Ok, that's using a little dramatic license. Although, my grandmother was born in the Kentucky hills and moved west by horse drawn carriage, and my father in a logging camp in central Washington State, by the time I came along my father's hard work ethic and ingenuity made our family far from poor. I was however, born a Presbyterian. I remember attending church and Sunday school regularly at a very young age. That stopped around age 5, not long after we lost my older brother in a car accident when he was a freshmen in college. It seemed that my parents had lost "faith". As a teen I struggled with the dogmatic idea of god as I perceived it from christian based teachings and questioned how one group's beliefs could be the one truth and path to heaven or hell, when there were so many others in our world. I did not believe in GOD.

Sometime when I was about 14, I was in the High Sierra back country on our family's annual spring camping trip. One day while sitting naked and alone on a riverbank, next to a natural hot spring which looked over a large open meadow, I felt the warm sun drench my skin, and that's the moment I discovered God. You see, at that moment I felt the warmth of the sun, I looked at the pure beauty that surrounded me from the grass I sat on, to the trees and the majestic mountains beyond on the horizon. I listened to the wind blow through the surrounding forest, the sound of the stream flowing beside me, and the birds calling at each other from vast distances. It was at that moment that God was released, for me, from the dogma. God was not a being, a spirit, someone pulling the strings, deciding who lives or dies, God was a place, the place I was at that moment, God was surrounding me.

Fast forward 30 years
(more on my journey to Judaism another time)
At high holiday services this past fall (2009), Rabbi Kipnes spoke of a place in one of his sermons. HaMakom the Rabbi explained was "The Place", was God.
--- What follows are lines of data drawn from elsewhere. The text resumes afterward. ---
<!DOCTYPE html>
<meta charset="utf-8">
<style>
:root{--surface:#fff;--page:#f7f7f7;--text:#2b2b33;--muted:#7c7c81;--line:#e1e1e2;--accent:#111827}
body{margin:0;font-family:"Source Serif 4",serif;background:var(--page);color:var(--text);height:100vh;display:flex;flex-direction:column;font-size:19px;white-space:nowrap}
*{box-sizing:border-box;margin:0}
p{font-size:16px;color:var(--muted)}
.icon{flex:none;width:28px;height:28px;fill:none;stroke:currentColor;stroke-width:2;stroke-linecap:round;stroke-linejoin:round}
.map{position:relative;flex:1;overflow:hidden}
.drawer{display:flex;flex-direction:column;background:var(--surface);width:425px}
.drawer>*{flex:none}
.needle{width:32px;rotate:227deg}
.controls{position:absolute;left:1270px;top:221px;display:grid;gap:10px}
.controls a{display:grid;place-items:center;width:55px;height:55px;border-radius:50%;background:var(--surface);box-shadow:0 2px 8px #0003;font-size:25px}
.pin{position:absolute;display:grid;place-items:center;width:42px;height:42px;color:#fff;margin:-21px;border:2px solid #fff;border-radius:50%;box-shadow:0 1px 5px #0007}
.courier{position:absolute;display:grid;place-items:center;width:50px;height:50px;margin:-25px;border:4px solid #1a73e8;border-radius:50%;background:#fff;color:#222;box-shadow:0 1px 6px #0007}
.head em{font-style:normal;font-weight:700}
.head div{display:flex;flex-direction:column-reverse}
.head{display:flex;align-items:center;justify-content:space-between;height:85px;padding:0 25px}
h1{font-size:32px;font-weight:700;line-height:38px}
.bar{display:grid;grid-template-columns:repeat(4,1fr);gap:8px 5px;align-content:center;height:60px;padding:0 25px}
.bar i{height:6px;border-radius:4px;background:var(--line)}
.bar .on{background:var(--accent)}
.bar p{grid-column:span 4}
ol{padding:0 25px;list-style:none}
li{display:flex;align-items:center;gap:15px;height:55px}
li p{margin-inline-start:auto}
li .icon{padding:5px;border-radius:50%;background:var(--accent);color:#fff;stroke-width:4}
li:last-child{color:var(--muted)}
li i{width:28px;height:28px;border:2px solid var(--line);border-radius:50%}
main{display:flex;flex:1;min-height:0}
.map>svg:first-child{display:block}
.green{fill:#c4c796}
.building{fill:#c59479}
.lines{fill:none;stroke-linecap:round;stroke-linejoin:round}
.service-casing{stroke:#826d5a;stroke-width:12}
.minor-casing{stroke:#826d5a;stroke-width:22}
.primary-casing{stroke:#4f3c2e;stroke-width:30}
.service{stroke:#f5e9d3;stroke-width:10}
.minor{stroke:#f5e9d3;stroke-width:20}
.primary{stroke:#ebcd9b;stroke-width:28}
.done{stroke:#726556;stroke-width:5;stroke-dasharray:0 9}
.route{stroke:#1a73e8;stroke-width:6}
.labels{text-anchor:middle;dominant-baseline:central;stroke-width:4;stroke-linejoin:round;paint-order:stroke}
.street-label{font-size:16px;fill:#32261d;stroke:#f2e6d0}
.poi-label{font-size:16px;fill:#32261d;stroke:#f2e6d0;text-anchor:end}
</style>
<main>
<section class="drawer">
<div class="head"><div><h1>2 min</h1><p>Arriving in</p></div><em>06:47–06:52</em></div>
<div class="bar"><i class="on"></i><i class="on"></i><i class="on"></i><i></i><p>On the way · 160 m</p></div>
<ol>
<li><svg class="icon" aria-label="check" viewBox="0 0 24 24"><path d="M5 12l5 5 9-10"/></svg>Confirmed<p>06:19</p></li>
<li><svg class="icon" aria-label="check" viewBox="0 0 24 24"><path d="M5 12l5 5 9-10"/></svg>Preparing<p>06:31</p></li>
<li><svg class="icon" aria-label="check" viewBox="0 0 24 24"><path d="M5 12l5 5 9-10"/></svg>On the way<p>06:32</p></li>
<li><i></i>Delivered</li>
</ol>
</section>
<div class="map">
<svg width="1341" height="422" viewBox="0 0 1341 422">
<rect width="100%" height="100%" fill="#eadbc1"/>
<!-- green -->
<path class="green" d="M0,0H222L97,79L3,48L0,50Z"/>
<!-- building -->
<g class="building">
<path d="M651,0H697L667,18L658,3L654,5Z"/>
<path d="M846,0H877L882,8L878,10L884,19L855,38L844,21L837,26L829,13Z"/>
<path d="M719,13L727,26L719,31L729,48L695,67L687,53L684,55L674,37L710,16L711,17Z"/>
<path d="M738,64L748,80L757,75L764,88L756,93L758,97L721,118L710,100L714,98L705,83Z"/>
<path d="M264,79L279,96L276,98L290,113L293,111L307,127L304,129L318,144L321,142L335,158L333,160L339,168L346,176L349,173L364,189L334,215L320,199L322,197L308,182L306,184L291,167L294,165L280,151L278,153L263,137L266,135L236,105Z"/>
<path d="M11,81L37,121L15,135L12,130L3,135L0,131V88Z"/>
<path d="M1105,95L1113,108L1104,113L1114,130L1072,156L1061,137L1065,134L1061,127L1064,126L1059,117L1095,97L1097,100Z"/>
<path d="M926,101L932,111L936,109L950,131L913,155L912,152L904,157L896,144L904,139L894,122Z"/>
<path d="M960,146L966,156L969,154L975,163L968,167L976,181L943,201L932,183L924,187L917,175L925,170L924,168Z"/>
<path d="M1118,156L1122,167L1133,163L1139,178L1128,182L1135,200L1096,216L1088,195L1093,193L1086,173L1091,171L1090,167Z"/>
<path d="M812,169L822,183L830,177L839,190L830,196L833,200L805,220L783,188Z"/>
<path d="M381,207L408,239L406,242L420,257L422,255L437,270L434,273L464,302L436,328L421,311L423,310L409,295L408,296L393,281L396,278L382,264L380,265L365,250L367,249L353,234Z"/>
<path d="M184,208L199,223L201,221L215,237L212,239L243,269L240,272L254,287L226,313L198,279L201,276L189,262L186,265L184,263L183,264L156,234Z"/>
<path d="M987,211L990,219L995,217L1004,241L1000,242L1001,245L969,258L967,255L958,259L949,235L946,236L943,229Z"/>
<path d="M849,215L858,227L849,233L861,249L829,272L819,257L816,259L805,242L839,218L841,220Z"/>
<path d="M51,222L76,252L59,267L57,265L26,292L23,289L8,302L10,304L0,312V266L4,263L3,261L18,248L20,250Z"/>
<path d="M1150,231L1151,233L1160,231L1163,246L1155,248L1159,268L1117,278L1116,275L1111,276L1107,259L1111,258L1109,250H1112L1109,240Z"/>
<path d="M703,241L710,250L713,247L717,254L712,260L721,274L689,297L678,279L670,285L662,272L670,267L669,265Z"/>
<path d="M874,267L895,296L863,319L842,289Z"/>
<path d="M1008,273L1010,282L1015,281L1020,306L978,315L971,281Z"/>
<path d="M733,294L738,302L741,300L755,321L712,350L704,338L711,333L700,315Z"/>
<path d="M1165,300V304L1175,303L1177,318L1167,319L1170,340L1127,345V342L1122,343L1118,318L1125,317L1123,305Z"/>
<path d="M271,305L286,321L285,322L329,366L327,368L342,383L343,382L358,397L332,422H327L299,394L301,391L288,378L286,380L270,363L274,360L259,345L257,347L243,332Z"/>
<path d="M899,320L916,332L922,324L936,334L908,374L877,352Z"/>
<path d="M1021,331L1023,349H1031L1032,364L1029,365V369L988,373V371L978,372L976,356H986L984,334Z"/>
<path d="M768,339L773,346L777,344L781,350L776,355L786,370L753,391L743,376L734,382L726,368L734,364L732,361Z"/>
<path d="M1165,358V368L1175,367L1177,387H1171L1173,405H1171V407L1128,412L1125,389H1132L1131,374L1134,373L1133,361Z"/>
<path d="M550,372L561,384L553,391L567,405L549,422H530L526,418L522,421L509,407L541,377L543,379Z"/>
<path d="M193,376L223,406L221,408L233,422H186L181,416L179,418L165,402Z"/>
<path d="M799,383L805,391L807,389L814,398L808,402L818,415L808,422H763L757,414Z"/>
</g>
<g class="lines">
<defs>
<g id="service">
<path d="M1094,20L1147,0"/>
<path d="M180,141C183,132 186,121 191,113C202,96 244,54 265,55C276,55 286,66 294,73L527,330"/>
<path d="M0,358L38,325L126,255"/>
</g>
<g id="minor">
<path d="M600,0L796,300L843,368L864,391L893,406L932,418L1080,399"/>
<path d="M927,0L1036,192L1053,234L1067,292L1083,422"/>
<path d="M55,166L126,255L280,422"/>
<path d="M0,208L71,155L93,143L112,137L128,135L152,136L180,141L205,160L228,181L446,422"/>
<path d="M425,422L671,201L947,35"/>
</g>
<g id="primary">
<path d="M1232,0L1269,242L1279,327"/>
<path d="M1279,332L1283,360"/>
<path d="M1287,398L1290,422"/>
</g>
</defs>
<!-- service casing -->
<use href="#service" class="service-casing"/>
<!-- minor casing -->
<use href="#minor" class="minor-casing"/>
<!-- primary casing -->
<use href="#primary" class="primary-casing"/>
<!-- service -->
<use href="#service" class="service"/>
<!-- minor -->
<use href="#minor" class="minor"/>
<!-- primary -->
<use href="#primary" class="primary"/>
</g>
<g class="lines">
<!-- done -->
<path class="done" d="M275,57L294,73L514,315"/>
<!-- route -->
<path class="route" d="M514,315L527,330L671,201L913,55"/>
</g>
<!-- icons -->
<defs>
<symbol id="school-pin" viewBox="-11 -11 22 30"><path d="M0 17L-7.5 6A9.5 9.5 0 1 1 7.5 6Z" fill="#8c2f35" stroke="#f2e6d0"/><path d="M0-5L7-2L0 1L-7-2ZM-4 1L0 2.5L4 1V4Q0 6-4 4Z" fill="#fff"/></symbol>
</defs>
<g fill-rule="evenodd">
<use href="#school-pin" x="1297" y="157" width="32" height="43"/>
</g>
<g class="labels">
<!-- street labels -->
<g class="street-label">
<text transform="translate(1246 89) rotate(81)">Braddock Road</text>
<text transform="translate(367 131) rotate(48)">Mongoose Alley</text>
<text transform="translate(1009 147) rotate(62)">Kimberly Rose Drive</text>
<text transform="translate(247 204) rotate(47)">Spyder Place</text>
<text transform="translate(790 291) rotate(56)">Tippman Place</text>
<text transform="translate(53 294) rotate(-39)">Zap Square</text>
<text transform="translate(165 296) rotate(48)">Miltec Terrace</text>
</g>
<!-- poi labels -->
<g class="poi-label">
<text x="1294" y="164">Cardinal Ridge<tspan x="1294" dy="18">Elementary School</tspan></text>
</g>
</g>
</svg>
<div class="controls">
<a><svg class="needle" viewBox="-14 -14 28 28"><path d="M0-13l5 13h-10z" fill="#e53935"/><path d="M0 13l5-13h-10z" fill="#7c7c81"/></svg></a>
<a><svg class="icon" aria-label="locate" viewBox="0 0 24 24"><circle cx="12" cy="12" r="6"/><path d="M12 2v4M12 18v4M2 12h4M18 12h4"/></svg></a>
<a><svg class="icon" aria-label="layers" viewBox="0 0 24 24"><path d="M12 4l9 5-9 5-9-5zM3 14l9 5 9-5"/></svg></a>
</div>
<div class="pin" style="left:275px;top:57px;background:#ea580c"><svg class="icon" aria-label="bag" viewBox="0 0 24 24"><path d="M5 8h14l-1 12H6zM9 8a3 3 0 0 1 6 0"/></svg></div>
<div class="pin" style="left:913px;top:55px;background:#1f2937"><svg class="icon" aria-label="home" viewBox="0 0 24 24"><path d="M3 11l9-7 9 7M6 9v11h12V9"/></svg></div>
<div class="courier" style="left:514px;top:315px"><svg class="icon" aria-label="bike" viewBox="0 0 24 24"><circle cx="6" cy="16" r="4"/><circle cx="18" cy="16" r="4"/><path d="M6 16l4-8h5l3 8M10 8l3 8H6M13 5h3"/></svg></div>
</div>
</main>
This was a revelation to me. Although a few years prior our children had brought Judaism and spirituality back into our lives, I had never revisited that initial connection I had with God on that day 30 years earlier. On this day, in the Calabasas Community Center, "The Place" came back to me. The thoughts this provoked were profound, however short lived, I soon reentered the daily grind of the job, and our family's hectic schedule, leaving little time for spirituality. On February 27th that all changed, when I lost my soul mate and wife of 20 years to a tragic accident in the very same mountains that I had first found God. In the days, weeks and months that have now passed I have been on an amazing spiritual journey that started at "The Place", with HaMakom.

Today I find my heart and mind in a very peaceful, accepting place, where I can feel the loving presence of Erica and the joy that she brought to mine and so many others' lives, because she is now part of "The Place", of God.

Every day I wake with the rising sun and look forward to my continued path of spirituality, learning, sharing and understanding more with every step. I anticipate this to be a life long journey which will continue to bring joy and peace to my life, and hopefully our children's, in our place here on earth.

I find HaMakom within.

4 comments:

Paul Kipnes said...

Joe, welcome to the spirituality conversation. You are our first Presbyterian participant, but you were invited specifically because your spirituality is so open and wholesome. I believe that people of different religions/backgrounds/cultures can learn from each other and find deeper ways of connecting to the Divine.

My sermon on HaMakom - officially titled "M'lo Chol Haaretz K'vodo - The Whole Earth is Filled with God's Glory" - is here:

Rabbi Paul Kipnes said...

Er, here is the link:

http://retwt.me/1NaqG"

Sue Gould said...

Peaceful. Now I more fully understand your comment when I saw you at campfire services last night. Your post touched me deeply.

Peggy Palmer said...

Beautiful. I too have found that place but only once. It's comforting to know that she is there.